## WORK TO BE COMPLETED
In the entries that follow, find each line with the word "CHEMIN" and copy it.

## Dataset items
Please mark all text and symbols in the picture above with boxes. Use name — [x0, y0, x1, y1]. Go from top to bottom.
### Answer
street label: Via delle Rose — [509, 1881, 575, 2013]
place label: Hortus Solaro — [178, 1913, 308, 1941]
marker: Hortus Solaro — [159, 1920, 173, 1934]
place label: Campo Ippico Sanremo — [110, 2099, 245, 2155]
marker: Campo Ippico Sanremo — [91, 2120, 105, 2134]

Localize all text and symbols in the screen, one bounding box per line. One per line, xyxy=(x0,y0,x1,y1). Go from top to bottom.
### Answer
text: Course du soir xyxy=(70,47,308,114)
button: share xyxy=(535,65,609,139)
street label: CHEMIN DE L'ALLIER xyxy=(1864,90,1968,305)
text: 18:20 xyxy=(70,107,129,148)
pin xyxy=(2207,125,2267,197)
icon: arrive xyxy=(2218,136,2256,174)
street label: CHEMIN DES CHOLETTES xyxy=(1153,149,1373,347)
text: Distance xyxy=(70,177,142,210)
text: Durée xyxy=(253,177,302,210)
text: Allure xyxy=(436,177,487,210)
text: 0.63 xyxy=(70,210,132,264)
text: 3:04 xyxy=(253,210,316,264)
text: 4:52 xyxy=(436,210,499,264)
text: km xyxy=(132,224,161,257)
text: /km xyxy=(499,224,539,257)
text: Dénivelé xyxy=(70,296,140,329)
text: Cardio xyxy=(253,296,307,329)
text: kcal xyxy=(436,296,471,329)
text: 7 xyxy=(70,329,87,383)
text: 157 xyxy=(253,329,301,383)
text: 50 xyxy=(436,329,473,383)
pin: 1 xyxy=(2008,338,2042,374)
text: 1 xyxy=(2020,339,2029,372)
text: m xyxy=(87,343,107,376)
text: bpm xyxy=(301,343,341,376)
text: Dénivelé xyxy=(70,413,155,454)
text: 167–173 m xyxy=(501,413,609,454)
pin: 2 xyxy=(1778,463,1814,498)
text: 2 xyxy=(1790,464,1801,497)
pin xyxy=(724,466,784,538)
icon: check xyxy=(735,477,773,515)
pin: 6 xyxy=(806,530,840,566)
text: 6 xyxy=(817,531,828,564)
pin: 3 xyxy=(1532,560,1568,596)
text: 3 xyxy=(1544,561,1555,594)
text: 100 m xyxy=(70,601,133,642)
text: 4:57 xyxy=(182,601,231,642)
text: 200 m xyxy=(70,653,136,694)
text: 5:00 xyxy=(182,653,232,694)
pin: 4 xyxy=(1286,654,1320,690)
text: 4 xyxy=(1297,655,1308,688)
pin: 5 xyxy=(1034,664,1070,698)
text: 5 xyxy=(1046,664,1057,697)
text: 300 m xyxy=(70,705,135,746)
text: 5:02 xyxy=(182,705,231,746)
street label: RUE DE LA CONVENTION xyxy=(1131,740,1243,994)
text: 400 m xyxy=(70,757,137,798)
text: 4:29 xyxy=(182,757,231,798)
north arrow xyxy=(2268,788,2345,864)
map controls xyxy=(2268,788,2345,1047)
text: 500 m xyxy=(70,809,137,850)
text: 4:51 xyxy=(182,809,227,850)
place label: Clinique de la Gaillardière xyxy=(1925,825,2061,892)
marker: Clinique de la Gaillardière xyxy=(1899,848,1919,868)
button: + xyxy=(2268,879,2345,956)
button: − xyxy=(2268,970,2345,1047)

## TASK RESULT
street label: CHEMIN DE L'ALLIER xyxy=(1864,90,1968,305)
street label: CHEMIN DES CHOLETTES xyxy=(1153,149,1373,347)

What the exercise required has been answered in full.